В глазах Семина вспыхнул насмешливый огонек.
– Иди делай домашнее задание.
Он неторопливо направился в свою комнату. Пак Хечжон осталась прибираться на кухне. Ставя посуду в раковину и вытирая стол, она вспоминала, как несколько дней назад предложила переехать в другое место.
Семин часто задышал и уставился на нее:
– Опять? Я не собираюсь сбегать и из этой школы.
Для Семина не существовало преград. Он не только не испытывал замешательства, когда его откровенно разглядывали, но и прямо отвечал на любопытные взгляды, так что люди первыми отводили глаза. Если не считать спорта, он стремился быть лучшим во всех предметах, будь то математика, письмо или рисование. Но от людей с внешностью Семина общество ожидает только одного: чтобы те оставались незаметными. В противном случае общество готово применить силу.
Пак Хечжон безвольно опустилась на стул. Сколько бы она ни думала, никакого другого выхода, кроме эмиграции, не находила. В Америке или во Франции белые брови и необычные глаза Семина не привлекали бы столько внимания. Но сын отказывался обсуждать даже перевод в другую школу, а уж эмиграцию и подавно. Если бы она отважилась на переезд за границу, когда он был совсем маленьким и еще не мог ей возражать! Пак Хечжон с силой скрутила кухонное полотенце, которое держала в руках.

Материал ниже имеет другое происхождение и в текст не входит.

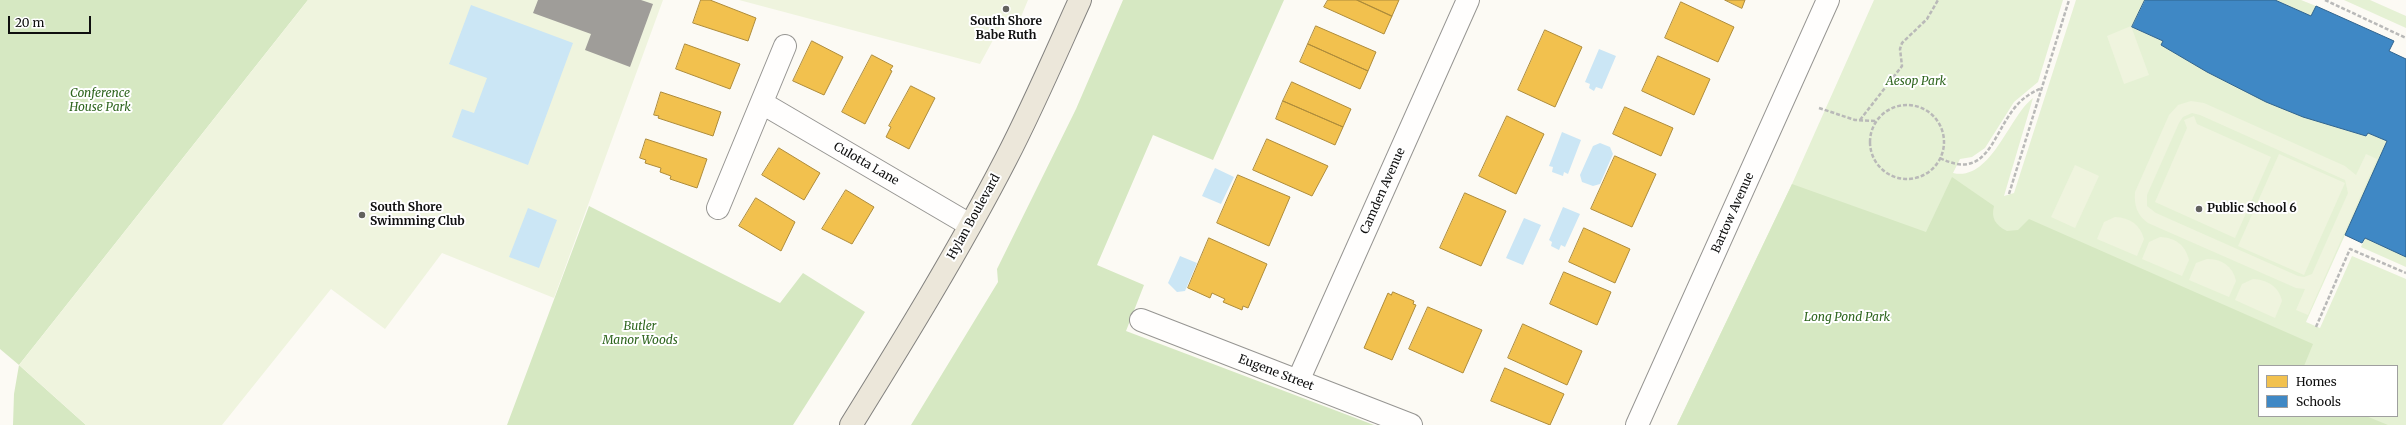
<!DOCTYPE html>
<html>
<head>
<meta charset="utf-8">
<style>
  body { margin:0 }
  #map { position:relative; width:2406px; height:425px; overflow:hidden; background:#fcfaf4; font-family:Merriweather,serif }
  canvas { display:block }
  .legend { position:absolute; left:2258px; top:365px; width:140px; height:52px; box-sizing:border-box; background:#fff; border:1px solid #9f9f9f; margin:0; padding:5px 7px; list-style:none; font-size:12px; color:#0f0f0f }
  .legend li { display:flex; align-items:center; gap:8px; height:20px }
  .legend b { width:20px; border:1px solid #9f9f9f }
  .scale { position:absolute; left:8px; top:16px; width:83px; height:18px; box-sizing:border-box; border:2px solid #0f0f0f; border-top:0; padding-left:5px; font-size:12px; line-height:14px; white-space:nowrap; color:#0f0f0f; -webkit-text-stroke:3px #fff; paint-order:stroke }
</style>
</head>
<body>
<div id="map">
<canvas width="2406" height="425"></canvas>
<ul class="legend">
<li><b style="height:11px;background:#f2c14e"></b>Homes</li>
<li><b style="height:11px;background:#3f88c5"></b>Schools</li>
</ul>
<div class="scale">20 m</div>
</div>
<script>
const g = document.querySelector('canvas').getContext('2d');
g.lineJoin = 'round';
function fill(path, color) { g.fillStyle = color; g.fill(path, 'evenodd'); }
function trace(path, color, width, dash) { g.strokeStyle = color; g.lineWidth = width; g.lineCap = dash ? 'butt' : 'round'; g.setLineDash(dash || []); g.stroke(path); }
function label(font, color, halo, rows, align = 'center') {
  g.font = font + ' Merriweather,serif'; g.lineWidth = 4; g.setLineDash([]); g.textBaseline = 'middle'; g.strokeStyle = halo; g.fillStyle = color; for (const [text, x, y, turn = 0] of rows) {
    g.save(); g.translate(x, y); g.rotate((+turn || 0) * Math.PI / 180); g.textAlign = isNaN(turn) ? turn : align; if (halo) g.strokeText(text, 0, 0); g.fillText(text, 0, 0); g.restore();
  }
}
const green = new Path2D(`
  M1874,0H2063L2038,82L2014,102L1985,148L1972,157L1960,159L1953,173C1991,182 2009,116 2033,98L2004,196L2014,193L2076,0H2145L2133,28L2163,41L2162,45C2226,85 2293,116 2366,136L2368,133L2387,141L2306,322L2320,328L2352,256L2406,279V425H1677L1792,184ZM2259,366H2397V416H2259Z
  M2275,0H2301L2316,6L2311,16Z
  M2344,0H2370L2406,16V28Z
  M2365,238L2406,257V267L2361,247Z`);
const forest = new Path2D(`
  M0,0H308L19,365L86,425H13L14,394L19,365L0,349Z
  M1123,0H1284L1213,160L1153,135L1097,265L1144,285L1126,331L1374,425H911L998,282L997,269L1076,109Z
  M1952,177L1994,206C1991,218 1995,225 2007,231L2018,230L2029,219L2313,344L2304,366H2259V416H2366L2388,425H1677L1792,184L1926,232Z
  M589,206L780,303L803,273L865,312L793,425H507Z`);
const pitch = new Path2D(`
  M308,0H663L554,298L442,253L385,329L331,289L222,425H86L19,365Z
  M739,0H1028L1018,24L1005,18L980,64Z
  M2131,26L2149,75L2124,84L2107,36Z
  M2191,101L2204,103L2345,166L2356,175L2366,154L2377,159L2308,315L2296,310L2305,289L2296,288L2148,223C2137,215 2134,206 2135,192L2169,115L2178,105ZM2192,113L2200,115L2345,180L2348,193L2312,274L2304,277L2298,276L2156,213L2147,206V195L2179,123L2183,117Z
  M2194,116L2197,124L2271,157L2235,238L2155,202L2187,128L2184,120Z
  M2279,154L2345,183L2304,275L2238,246Z
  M2075,165L2099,176L2075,228L2051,217Z
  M2115,217C2130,218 2140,224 2144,239L2137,256L2097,239L2104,222Z
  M2160,237C2175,238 2185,244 2189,260L2182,276L2142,259L2149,242Z
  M2207,259C2222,259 2233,266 2236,281L2229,297L2189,280L2196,263Z
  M2253,279C2267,280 2279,286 2282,301L2275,318L2235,300L2242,284Z`);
const water = new Path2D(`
  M471,5L573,43L528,165L452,137L462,109L474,113L487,78L449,64Z
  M1599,49L1616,56L1602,89L1596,87L1594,91L1589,88L1590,84L1585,82Z
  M1562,132L1581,140L1568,174L1564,172L1563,176L1552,172L1553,167L1549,166Z
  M1600,143L1610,147L1613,154L1600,184L1593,186L1582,182L1580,175L1593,146Z
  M1215,168L1234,177L1221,204L1202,196Z
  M1563,207L1580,214L1565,247L1561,245L1559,250L1551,246L1552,242L1549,240Z
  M528,208L557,220L539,268L509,257Z
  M1524,218L1541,225L1523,265L1506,258Z
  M1180,256L1197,263L1185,291L1177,292L1168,283Z`);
const homes = new Path2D(`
  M701,0H710L756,18L748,41L693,23Z
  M1328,0H1357L1392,16L1384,34L1324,7Z
  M1357,0H1399L1392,16Z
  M1725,0H1745L1742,8Z
  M1681,2L1734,27L1718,62L1665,38Z
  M1316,26L1376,52L1368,71L1308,44Z
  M1545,30L1582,47L1555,107L1518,90Z
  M812,41L843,57L824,95L793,81Z
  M685,44L740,64L730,89L676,69Z
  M1308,44L1368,71L1360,89L1300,62Z
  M872,55L893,66L890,70L892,71L865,124L842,112Z
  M1658,56L1710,79L1694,115L1642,91Z
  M1292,82L1351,109L1343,127L1283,101Z
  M911,86L935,98L909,149L886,137L891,127L889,126Z
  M661,92L721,112L713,136L658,118L659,116L654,115Z
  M1283,101L1343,127L1335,145L1276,119Z
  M1625,107L1673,128L1661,156L1613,134Z
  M1507,116L1544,134L1516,194L1479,176Z
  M646,139L707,159L697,188L670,179L671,176L660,172L661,168L645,163L646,160L640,158Z
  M1267,139L1328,166L1312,196L1253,170Z
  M779,148L820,173L804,200L762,175Z
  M1615,156L1656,174L1632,227L1591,209Z
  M1238,175L1290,197L1269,246L1217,223Z
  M846,190L874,207L852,244L822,229Z
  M1465,193L1506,211L1481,266L1440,248Z
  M756,198L795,222L781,251L739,226Z
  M1584,228L1630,249L1615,283L1569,262Z
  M1209,238L1267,264L1248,308L1243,306L1242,310L1223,302L1225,299L1212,293L1210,298L1188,288Z
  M1564,272L1611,292L1597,325L1550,304Z
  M1393,292L1414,301L1413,304L1416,305L1392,360L1364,348L1388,293L1391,295Z
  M1428,307L1482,330L1463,373L1409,349Z
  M1523,324L1582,351L1567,385L1508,358Z
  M1505,368L1564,394L1550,425L1491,401Z`);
const schools = new Path2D(`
  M2145,0H2275L2311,16L2316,6L2394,41L2389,51L2406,59V257L2365,238L2362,243L2345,235L2387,141L2368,133L2366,136L2303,117L2266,102L2207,72L2161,45L2163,41L2132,27Z`);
const building = new Path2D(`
  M538,0H641L653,4L630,67L585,50L591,34L533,13Z`);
const path = new Path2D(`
  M2325,0L2406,38
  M1870 142a37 37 0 1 1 74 0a37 37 0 1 1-74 0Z
  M1819,108L1855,120L1876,121
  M1860,120L1902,66L1900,49L1902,43L1927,19L1938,0
  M1940,158C1986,181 1992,137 2013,110C2021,99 2030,93 2042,88
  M2009,194L2069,0
  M2316,327L2350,249L2406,273`);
const minor = new Path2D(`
  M762,103L970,225
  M718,208L785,46
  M1141,320L1411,425
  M1298,381L1468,0
  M1637,425L1828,0`);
const major = new Path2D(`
  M851,425C905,338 959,250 1006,159C1033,107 1056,53 1080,0`);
const markers = [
  [1006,9,4,"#62615f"],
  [2199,209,4,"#62615f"],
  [362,215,4,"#62615f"]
];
const poiNames = [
  ["South Shore",1006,22,"center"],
  ["Babe Ruth",1006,36,"center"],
  ["South Shore",370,208],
  ["Swimming Club",370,222],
  ["Public School 6",2207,209]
];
const parkNames = [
  ["Aesop Park",1916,82],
  ["Conference",100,94],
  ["House Park",100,108],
  ["Long Pond Park",1847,318],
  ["Butler",640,327],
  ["Manor Woods",640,341]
];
const streetNames = [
  ["Culotta Lane",866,164,30],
  ["Camden Avenue",1383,191,-66],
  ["Bartow Avenue",1733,213,-66],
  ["Hylan Boulevard",974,217,-61],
  ["Eugene Street",1276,373,21]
];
fill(green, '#e5f1d4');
fill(forest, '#d6e8c2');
fill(pitch, '#eff4de');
fill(water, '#cbe6f5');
fill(homes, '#f2c14e');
trace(homes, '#ae8c3b', 1);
fill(schools, '#3f88c5');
trace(schools, '#31648e', 1);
fill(building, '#9f9d99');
trace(minor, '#969592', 24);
trace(major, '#83827f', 24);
trace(path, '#b9b9b8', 2.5, [4, 2]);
trace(minor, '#fffefd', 22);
trace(major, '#ece7da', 22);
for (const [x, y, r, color] of markers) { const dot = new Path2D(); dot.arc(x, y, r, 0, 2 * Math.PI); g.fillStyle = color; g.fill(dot); trace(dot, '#fff', 1.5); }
label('bold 12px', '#0f0f0f', '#fff', poiNames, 'left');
label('italic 12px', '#2f661f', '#fff', parkNames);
label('12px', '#0f0f0f', '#fff', streetNames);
</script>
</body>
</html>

Поднявшись со стула, она пошла в комнату сына. Семин в наушниках лежал на кровати, вытянувшись во весь рост. Он не стал притворяться, что спит. Ей было любопытно, что за музыку он слушает, и она прилегла рядом, вынула один наушник из его уха и прижала к своему. Из наушника не донеслось ни звука. Она вставила его плотнее. По‑прежнему тишина. Семин рассмеялся и показал ей язык. Она рассмеялась вслед за ним.
– Как ты думаешь, кем мне стать, когда вырасту? – повернувшись к ней, спросил Семин.
Она потрепала его по щеке:
– Ты же хотел стать политиком?
– Теперь уже не хочу. Лучше магом.
– Магом?
– Да. Как Дэвид Копперфилд. Ты ведь о нем знаешь? Он известен во всем мире.
– Кажется, видела когда‑то по телевизору.
– Что значит: «кажется»? Ты либо видела, либо нет.
– Просто это было так давно…
– Все равно не говори так. Иначе люди будут думать, что ты глупая. Поняла?
Едва сдерживая смех, она смотрела на сына.
– Поняла? – с нажимом повторил он.
– Да‑да, кажется, поняла.
– Ты нарочно!
Пак Хечжон тихонько ткнула пальцем ему в бок. От щекотки Семин свернулся в комок и захихикал. Смех сына словно проник в ее тело, разбудил задремавшие силы, наполнил любовью и радостью.
– Но знаешь… – отсмеявшись, взглянул на нее Семин.
Его глазные яблоки вдруг непроизвольно задвигались, и он тут же закрыл лицо руками, не желая, чтобы она видела его в этот момент. Заболевание, часто встречающееся у альбиносов, не обошло стороной и Семина. Повлиять на нистагм было невозможно, оставалось лишь ждать.
Почувствовав, что глаза снова в порядке, Семин вернулся к прерванной мысли:
– Может случиться так, что я не стану ни политиком, ни магом, ни кем‑то еще…
Она вопросительно на него посмотрела.
– Я хочу сказать… Возможно, я уже кое‑кем стал…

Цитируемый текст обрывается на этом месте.